Here is exactly why I asked the question. Can you describe the geometry of your edges? Are the sharp gentlemens knives thinner than the others? Are the 600 grit edges capable of shaving arm hair? Can you describe how you sharpen your utility edges for work so I can try and compare them to my regular edges?
First of all, I don't want to be drawn into a pissing contest of what sharp is to anyone else but me. What is sharp to you? What is sharp to me? What is the best edge for your knife? What do you use your knife for? Only you know. No one else.
I tried to be specific, and indeed I was that all of my opinions are based on my experience. Period. Note my pronoun reference was quite carefully chosen in my post.
It is sad to be derided for what may or not be a difference of opinion, but to view a pronouncement like this
"well, if all you're cutting is nasty, abrasive, noncritical stuff, what's the point of being a blade enthusiast"
questioning the fact that knife use and enthusiasm is pointless for anyone, is pretty pathetic. I do so love closed minded intolerant folks...
And when it gets to the point of
this profound hyperbole, it is no less than just obstinate silliness:
In your experience a sharp blade doesn't cut as good as a duller blade?
Who would think that? How does anyone even respond to something like that?
Maybe - "Why no... I think a brick is much sharper than a razor... you?"
I cannot encourage everyone enough to do as they like, including those that shave with their axes. Enjoy your blades on any tool you have, sharpened any way you want, the way you want to.
In response to
me2 I can't speak to your edges as I don't have your knives. IN GENERAL, IN MY EXPERIENCE, here's what I have found works best for me and my observations concerning my own personal knives, knives that I have used (in some cases) for years as a hands on individual.
My work knives are much larger than my gentleman's knives. With that in mind, they also have an assortment of factory grinds, from flat, saber, and hollow. With these knives, I use them for actual work.
I can indeed appreciate a good knife and good steel, even though I am a construction worker! (OK, I actually own the company as well as a general contractor, but I do work with the guys almost every day.) These knives have heavier blades, and I while I usually ease the grind back a bit, I don't put an acute an edge on them. I would say that IN GENERAL, anywhere from my Buck 110, my RAT 1, an old saber ground BM (model unknown), and some of the other larger knives I have are probably sharpened to about a 20 - 25 degree angle.
My knives need to have a good, working edge all day. I sharpen the knife the way I think it should be sharpened, then adjust according if needed. If the knife edge seems a bit fragile, I may have it too thin. Or it may be too thin for the steel in the knife.

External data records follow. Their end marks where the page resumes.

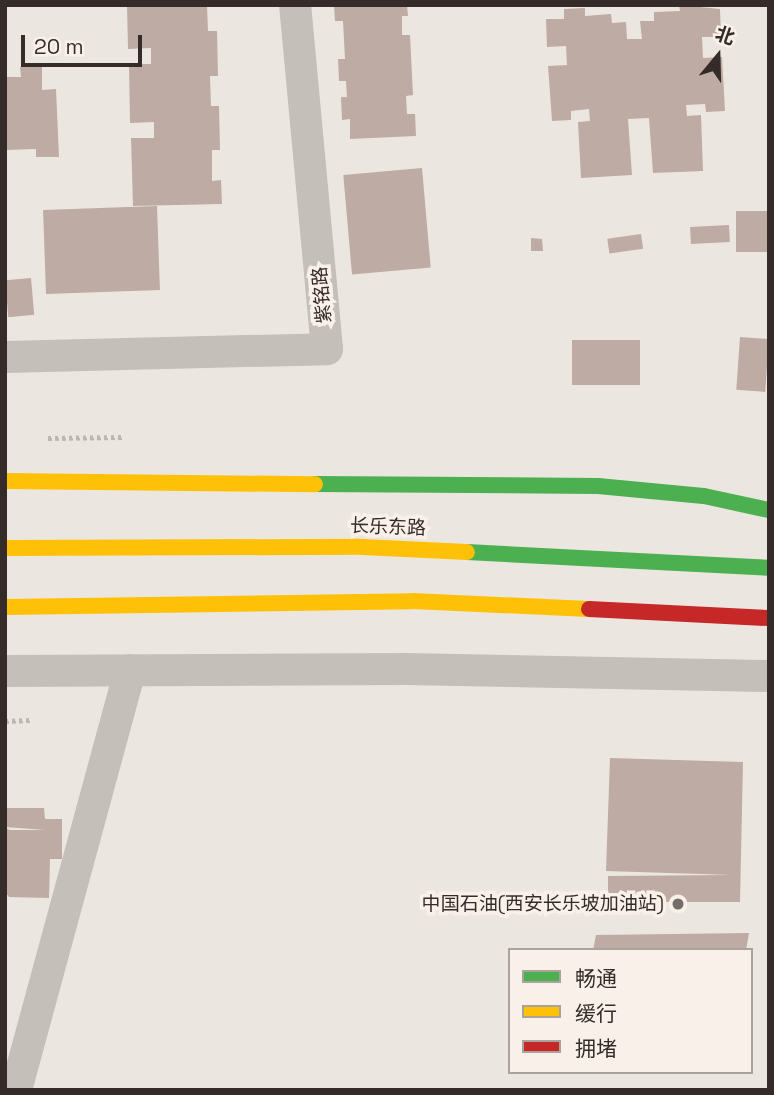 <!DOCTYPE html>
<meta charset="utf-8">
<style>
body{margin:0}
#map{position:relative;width:774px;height:1095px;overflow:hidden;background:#ece6e1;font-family:"Space Grotesk","Noto Sans SC",sans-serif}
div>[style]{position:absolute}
.building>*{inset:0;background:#beaba4;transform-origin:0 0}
.path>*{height:4.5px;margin-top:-2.25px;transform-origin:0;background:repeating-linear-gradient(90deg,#bdb7b3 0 3.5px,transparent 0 7px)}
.street>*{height:32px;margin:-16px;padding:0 16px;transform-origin:16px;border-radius:16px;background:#c5bfba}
.fast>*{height:16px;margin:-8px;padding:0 8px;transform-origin:8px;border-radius:8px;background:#4caf50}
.slow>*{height:16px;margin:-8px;padding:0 8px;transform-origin:8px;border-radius:8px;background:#ffc107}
.jam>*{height:16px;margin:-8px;padding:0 8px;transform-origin:8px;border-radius:8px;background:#c62828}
.dots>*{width:19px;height:19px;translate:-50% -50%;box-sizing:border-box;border:4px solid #f8f0e9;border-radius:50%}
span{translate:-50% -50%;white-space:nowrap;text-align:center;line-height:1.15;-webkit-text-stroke:7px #f8f0e9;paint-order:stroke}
.street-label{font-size:19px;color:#352c29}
.poi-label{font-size:19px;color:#352c29}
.right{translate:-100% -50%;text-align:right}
.frame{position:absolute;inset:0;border:7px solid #352c29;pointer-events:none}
.legend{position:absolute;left:508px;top:948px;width:245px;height:126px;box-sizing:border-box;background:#f8f0e9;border:2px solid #aaa29c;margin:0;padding:9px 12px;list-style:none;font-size:21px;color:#352c29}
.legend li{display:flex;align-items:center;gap:14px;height:35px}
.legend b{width:35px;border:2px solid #aaa29c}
.north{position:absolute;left:683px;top:21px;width:70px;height:70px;-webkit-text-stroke:5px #f8f0e9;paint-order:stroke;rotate:19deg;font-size:19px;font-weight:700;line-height:28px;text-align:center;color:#352c29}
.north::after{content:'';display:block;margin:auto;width:24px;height:32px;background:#352c29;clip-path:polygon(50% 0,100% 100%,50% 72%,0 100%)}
.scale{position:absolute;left:21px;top:35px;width:121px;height:32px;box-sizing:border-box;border:4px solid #352c29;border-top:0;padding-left:9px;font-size:21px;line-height:24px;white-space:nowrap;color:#352c29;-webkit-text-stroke:5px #f8f0e9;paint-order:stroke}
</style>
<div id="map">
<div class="building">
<i style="clip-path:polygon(127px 5px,207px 5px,208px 31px,217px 31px,218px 76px,210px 76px,211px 106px,219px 106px,220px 150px,212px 150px,212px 181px,221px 180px,222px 204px,133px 206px,131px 138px,154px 138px,154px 122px,130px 123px,129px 64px,151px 64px,151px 48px,128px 49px)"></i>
<i style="clip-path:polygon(334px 5px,407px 5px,408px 16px,402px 16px,402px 35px,410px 35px,413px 95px,406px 96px,407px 114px,415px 114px,416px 136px,350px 139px,350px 119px,342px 120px,341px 97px,347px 97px,346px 81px,339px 81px,338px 59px,345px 59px,343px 21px,335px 21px)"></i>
<i style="clip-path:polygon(679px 5px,720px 9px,721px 37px,702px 37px,703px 58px,722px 57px,725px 111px,706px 112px,705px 104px,686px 105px,687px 116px,701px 115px,703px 171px,653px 173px,649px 118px,628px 119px,632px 175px,581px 178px,578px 122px,590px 121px,589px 109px,571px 111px,571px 120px,552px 121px,548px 66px,567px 65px,566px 46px,547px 47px,546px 19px,564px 19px,564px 9px,585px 8px,585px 16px,611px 14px,612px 23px,626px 22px,627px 39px,642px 39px,640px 21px,654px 21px,654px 12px,680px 11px)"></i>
<i style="clip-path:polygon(42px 66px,42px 90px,56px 89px,59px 157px,36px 157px,36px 149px,5px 150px,5px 77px,21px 77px,20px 67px)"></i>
<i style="left:422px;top:168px;width:100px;height:79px;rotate:85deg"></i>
<i style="left:157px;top:206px;width:84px;height:114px;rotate:88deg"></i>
<i style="left:769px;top:211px;width:41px;height:33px;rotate:90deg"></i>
<i style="left:729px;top:225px;width:17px;height:39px;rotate:87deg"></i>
<i style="left:641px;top:234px;width:15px;height:34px;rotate:82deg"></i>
<i style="clip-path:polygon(531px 238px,542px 239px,543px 251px,531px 251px)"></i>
<i style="left:31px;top:278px;width:37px;height:26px;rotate:85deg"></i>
<i style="left:740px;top:337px;width:29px;height:53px;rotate:4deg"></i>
<i style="left:640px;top:340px;width:45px;height:68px;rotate:90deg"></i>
<i style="clip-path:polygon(610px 758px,743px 762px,740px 902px,608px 902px,608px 876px,732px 875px,606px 871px)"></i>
<i style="clip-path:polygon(5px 808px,44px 808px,45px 819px,62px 819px,62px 859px,50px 859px,49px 898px,9px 897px,5px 892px,5px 828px,10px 830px,45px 830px,5px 827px)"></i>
<i style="clip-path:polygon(749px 933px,746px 950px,593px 950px,596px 935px)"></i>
</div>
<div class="path">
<i style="left:48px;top:438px;width:76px;rotate:-0.8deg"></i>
<i style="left:5px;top:721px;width:26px;rotate:-2deg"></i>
</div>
<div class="street">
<i style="left:5px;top:357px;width:322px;rotate:-1.4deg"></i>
<i style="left:327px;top:349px;width:345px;rotate:-95.3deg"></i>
<i style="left:5px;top:671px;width:400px;rotate:-0.3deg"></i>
<i style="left:405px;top:669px;width:364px;rotate:1.1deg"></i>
<i style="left:16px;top:1090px;width:435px;rotate:-74.8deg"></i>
</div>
<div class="fast">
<i style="left:315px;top:484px;width:283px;rotate:0.4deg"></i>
<i style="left:598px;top:486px;width:106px;rotate:5.4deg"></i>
<i style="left:704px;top:496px;width:66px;rotate:12.2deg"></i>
<i style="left:467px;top:552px;width:302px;rotate:3deg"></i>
</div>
<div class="slow">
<i style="left:5px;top:481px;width:310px;rotate:0.6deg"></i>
<i style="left:5px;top:548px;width:358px;rotate:-0.2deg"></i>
<i style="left:363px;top:547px;width:104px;rotate:2.8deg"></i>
<i style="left:5px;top:607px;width:408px;rotate:-0.8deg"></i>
<i style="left:413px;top:601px;width:176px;rotate:2.6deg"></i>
</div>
<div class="jam">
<i style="left:589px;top:609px;width:180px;rotate:2.9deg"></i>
</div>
<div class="dots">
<i style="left:678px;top:904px;background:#756d69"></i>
</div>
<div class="street-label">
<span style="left:322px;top:295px;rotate:-95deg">紫铭路</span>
<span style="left:388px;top:527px;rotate:2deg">长乐东路</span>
</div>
<div class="poi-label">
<span class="right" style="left:664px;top:904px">中国石油(西安长乐坡加油站)</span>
</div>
<div class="frame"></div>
<ul class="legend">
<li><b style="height:9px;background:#4caf50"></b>畅通</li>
<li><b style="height:9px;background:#ffc107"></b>缓行</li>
<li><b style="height:9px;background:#c62828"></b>拥堵</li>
</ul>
<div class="north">北</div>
<div class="scale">20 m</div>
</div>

The next time I sharpen it, I will lean towards the 20 degree mark. If it cuts fine and the edge lasts well, then I will push to 25 degrees and beyond when setting the edge on my Lansky. I do maintenance with a 12" professional chef's diamond rod (available at any restaurant supply) and once I get the knife where I like it, a couple of licks on the rod will tune it up nicely.
On my gentleman's knives, I ease the edge back more as the blades are smaller and thinner to begin with. Their duties are different. I like my smaller knives to be as sharp as possible, as I stated earlier: O
n the the other hand, I like having my gentleman's knife about as sharp as I can get it. It's duties are to dig out splinters, trim my cigar without tearing the cap, open envelopes, and to cut up and open small boxes. It may be used for a tiny bit of food prep at a buddy's house, or for some fine wood shaving for precision fitting. The sharper the better for that knife, and a little strop time seems to work just fine.
I ease the edges back as far as I want, with my cigar cutter having an edge about 1/8" wide on a blade 1/2" across. It is lousy for all around site work as it won't trim really hard wood very long, cut small wires well, or do minor prying without edge damage. It is great for sharpening my pencils to a needle point when I am trimming out a house using expensive trim, as well as slicing off a nib here and there to get that perfect fit. And as you can see from my first post, I occasionally strop, that includes this one. Those not interested in a good edge don't strop.
Although it should be self explanatory, for anyone still confused, I don't prefer dull knives. To me, it is perfectly fine to match the correct tool to the job. To me, the edge on my knives is no different than buying a saw blade for my different saws. The saw is the same; but different blades with different grinds and cutting geometry make it perform differently for different tasks.